◆ **TASK STATEMENT**
Could you report every line from the entries that includes the word "limit"?

◆ **STUDY MATERIAL**
BEGIN

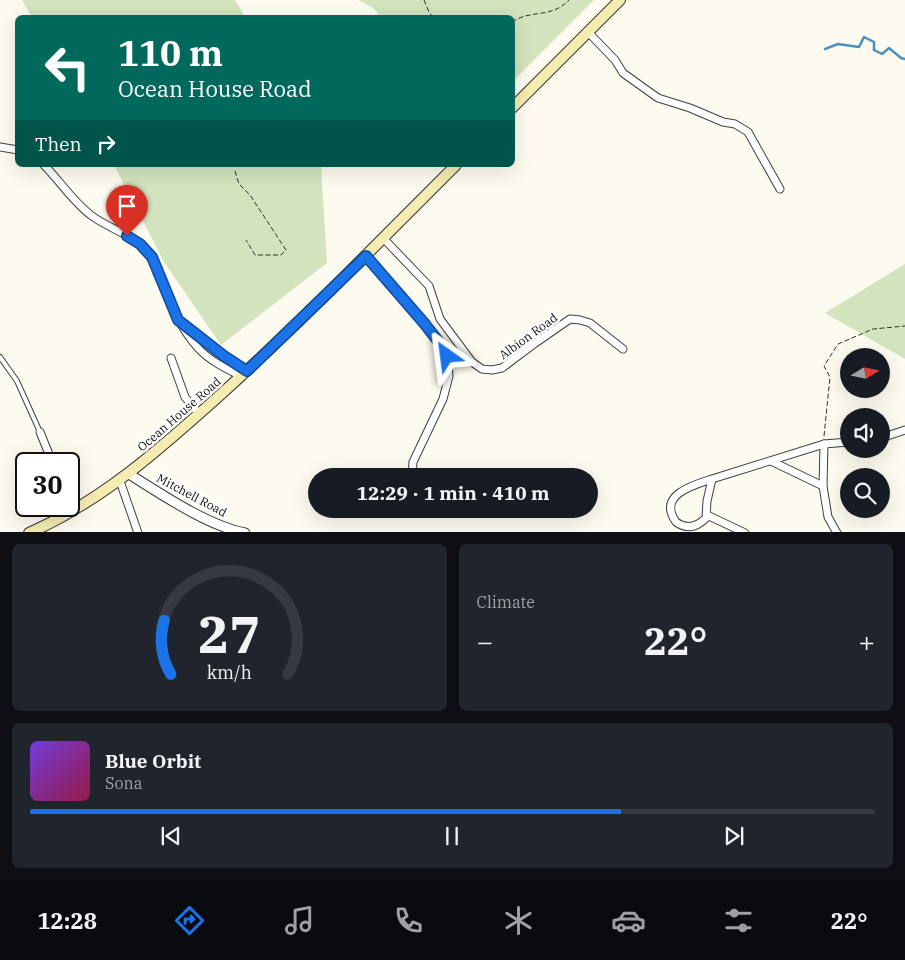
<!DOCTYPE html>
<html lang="en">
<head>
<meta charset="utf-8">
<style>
  body { margin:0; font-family:"IBM Plex Serif",serif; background:#20242c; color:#f1f3f6; height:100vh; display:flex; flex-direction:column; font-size:19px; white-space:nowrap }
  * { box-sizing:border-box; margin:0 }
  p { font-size:16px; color:#9ea1a6 }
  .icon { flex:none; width:28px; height:28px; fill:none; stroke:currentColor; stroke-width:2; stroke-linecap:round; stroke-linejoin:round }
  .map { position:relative; height:532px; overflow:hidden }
  .drawer { display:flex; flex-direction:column; gap:12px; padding:12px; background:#0d0f14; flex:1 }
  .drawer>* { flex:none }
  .top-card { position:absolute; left:15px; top:15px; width:500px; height:152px; border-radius:8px; box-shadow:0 5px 20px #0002; background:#00695c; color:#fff; overflow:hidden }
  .needle { width:32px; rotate:80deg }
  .fabs { position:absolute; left:840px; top:348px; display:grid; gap:10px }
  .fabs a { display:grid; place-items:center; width:50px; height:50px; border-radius:50%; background:#171b24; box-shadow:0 5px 20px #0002; font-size:25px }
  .speed { position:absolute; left:15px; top:452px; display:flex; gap:10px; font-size:25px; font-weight:700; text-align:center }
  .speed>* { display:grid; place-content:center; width:65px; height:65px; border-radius:50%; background:#171b24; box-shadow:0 5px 20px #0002; line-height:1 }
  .speed .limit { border:2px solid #111; border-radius:8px; background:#fff; color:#111 }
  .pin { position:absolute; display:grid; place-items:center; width:42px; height:42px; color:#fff; margin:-51px -21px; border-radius:50% 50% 50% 0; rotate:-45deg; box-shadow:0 0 5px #0007 }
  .pin .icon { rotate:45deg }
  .me { position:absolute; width:55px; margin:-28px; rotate:329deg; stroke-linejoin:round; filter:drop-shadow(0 0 4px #0008) }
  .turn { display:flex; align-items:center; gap:18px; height:105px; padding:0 20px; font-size:22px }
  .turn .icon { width:65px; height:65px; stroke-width:2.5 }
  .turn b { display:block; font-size:35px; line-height:42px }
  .then { display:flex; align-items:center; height:48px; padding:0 20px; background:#0003; gap:10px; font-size:19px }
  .big { font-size:38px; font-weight:800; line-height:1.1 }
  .drawer .tile { flex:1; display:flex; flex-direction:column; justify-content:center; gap:8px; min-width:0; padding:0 18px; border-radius:8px; background:#20242c }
  .drawer .dial { align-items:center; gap:0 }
  .dial svg { height:130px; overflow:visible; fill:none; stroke:#363941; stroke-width:7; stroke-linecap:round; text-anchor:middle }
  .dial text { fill:#f1f3f6; stroke:none }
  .song { display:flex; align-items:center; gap:15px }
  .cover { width:60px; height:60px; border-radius:8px; background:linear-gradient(135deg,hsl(260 70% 55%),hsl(340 70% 35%)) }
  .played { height:5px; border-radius:2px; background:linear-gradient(90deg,#1a73e8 70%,#363941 70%) }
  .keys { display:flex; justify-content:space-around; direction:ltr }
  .heat { display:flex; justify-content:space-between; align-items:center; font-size:28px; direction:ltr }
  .drawer .tiles { flex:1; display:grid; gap:12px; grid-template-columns:1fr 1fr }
  .tile:last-child { grid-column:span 2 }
  .trip { position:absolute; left:308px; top:468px; width:290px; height:50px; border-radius:25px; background:#171b24; box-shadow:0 5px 20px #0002; font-weight:800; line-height:50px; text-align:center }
  .tabs { display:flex; height:80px; justify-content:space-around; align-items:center; background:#090b0e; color:#9ea1a6 }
  .tabs .icon { width:35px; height:35px }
  .tabs .active { color:#1a73e8 }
  .tabs b { font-size:22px; color:#f1f3f6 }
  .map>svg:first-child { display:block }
  .green { fill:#d2e3bd }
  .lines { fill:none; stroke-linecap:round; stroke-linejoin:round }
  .stream { stroke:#4a91bc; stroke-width:2.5 }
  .service-casing { stroke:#404040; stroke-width:6 }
  .minor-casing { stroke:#404040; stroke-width:9 }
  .tertiary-casing { stroke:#404040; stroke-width:11 }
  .secondary-casing { stroke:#2f2f2f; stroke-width:12 }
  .path { stroke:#2f2f2f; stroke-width:1; stroke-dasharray:5 2.5; stroke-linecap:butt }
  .service { stroke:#fff; stroke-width:4 }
  .minor { stroke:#fff; stroke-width:7 }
  .tertiary { stroke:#fff; stroke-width:9 }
  .secondary { stroke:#f5ecb2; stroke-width:10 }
  .route-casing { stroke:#114b97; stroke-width:12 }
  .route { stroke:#1a73e8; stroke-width:9 }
  .labels { text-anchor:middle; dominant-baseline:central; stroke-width:5; stroke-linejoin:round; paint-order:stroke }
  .street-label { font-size:12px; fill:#0d0d0d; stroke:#fff }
</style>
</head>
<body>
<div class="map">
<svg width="905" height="533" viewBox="0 0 905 533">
  <rect width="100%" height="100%" fill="#fdfaef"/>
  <g class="green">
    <path d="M22,0H235L245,17H32Z"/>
    <path d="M358,0H594L513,81L512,18L381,17L373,8Z"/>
    <path d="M114,165H321L327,263L221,345L164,262Z"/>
    <path d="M905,264V359L825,313Z"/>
  </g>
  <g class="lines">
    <path class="stream" d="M825,49L838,44L859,47L864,37L874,42V50L882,54L889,48L901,58L905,59"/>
    <defs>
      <path id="service" d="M0,357L17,381L40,432"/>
      <g id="minor">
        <path d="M588,32L615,60L623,73L658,98L690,108L723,122L735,124L748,132L780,189"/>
        <path d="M0,147L18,150"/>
        <path d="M44,165C60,181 73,202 92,216C111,230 138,236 152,257C165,289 175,323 199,349C210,361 227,369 241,376"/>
        <path d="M383,238L429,286L440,319L472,362L482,369L492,370L502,368L534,344L570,319L580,320L590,323L623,349"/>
        <path d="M366,255L424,323L439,341L447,356L449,376L443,399L413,462L412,476"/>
        <path d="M184,325L224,356L247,371"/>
        <path d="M171,358L185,397L199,414"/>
        <path d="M40,432L53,464"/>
        <path d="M881,438L905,430"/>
        <path d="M824,444L823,486L828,517L837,533"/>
        <path d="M771,461L823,486"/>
        <path d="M712,479C693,485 657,495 676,522C687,530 697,527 706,518L707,501L712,479L824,444L849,442"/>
        <path d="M120,481L138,533"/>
        <path d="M69,501L73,510"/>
        <path d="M707,515L745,533"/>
      </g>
      <path id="tertiary" d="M129,474C161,494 208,526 245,533"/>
      <g id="secondary">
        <path d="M512,108L620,0"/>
        <path d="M29,533C102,501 161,448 219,396C301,322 378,243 456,165"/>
      </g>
    </defs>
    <use href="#service" class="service-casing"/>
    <use href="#minor" class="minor-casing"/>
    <use href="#tertiary" class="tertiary-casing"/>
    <use href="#secondary" class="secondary-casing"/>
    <g class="path">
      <path d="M424,0L429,12L434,18"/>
      <path d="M512,22C531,9 551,19 569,0"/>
      <path d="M235,171L239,184L250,195L286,250L281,255H255L246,240"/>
      <path d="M824,436L830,377L824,366L838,344L873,329L905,326"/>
    </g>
    <use href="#service" class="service"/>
    <use href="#minor" class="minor"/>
    <use href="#tertiary" class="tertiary"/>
    <use href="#secondary" class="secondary"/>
  </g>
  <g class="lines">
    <defs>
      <path id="route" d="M127,236L140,244L152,257L178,320L224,356L247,371L366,256L424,323L438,341L447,356"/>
    </defs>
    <use href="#route" class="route-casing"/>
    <use href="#route" class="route"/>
  </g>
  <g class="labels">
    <g class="street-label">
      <text transform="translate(528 336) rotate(-36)">Albion Road</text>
      <text transform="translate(179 414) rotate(-41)">Ocean House Road</text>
      <text transform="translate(192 495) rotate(28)">Mitchell Road</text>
    </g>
  </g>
</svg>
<div class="fabs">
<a><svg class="needle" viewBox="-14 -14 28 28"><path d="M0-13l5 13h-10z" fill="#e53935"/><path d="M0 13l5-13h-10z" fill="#9ea1a6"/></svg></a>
<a><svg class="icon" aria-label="sound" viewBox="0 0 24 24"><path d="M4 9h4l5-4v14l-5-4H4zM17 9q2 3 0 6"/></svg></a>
<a><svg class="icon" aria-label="search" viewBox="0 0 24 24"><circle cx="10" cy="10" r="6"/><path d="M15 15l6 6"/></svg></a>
</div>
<div class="speed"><div class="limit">30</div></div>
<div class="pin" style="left:127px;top:236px;background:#d93025"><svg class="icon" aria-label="arrive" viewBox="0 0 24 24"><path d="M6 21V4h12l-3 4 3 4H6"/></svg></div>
<svg class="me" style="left:447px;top:356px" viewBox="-20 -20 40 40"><path d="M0-17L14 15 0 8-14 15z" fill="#1a73e8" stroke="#fff" stroke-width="4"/></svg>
<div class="trip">12:29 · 1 min · 410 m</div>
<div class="top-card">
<div class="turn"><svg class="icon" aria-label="left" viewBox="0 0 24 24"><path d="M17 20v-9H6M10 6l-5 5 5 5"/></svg><div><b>110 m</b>Ocean House Road</div></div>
<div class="then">Then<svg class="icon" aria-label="right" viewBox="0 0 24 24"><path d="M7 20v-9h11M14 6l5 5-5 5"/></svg></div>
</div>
</div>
<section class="drawer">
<div class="tiles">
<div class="tile dial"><svg viewBox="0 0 100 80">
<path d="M14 69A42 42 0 1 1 86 69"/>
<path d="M14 69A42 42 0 0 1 10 36" stroke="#1a73e8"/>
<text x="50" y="56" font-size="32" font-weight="700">27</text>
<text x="50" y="72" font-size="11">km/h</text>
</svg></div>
<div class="tile"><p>Climate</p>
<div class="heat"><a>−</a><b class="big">22°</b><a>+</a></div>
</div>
<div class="tile">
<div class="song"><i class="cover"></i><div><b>Blue Orbit</b><p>Sona</p></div></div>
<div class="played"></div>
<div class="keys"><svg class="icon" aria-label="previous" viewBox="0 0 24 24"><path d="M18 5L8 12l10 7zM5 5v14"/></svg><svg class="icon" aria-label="pause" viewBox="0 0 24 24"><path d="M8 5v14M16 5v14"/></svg><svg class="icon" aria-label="next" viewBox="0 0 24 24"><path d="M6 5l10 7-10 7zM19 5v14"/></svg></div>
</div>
</div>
</section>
<nav class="tabs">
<b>12:28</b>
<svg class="icon active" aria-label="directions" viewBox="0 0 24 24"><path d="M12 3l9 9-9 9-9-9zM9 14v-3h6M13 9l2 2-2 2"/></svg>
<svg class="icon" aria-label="music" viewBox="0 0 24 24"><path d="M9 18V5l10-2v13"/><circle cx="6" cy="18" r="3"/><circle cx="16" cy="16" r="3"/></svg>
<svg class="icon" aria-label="phone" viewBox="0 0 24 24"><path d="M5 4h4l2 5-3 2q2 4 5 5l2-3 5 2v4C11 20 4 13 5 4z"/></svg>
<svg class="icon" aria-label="climate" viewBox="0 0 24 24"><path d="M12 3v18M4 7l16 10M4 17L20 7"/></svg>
<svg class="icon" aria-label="car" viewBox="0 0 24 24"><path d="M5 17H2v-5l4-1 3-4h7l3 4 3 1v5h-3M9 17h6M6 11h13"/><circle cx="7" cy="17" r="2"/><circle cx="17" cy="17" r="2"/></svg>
<svg class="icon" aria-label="filters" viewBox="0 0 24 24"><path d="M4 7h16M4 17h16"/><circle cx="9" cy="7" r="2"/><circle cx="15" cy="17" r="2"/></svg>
<b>22°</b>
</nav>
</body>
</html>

END

◆ **ANSWER BOX**
  .speed .limit { border:2px solid #111; border-radius:8px; background:#fff; color:#111 }
<div class="speed"><div class="limit">30</div></div>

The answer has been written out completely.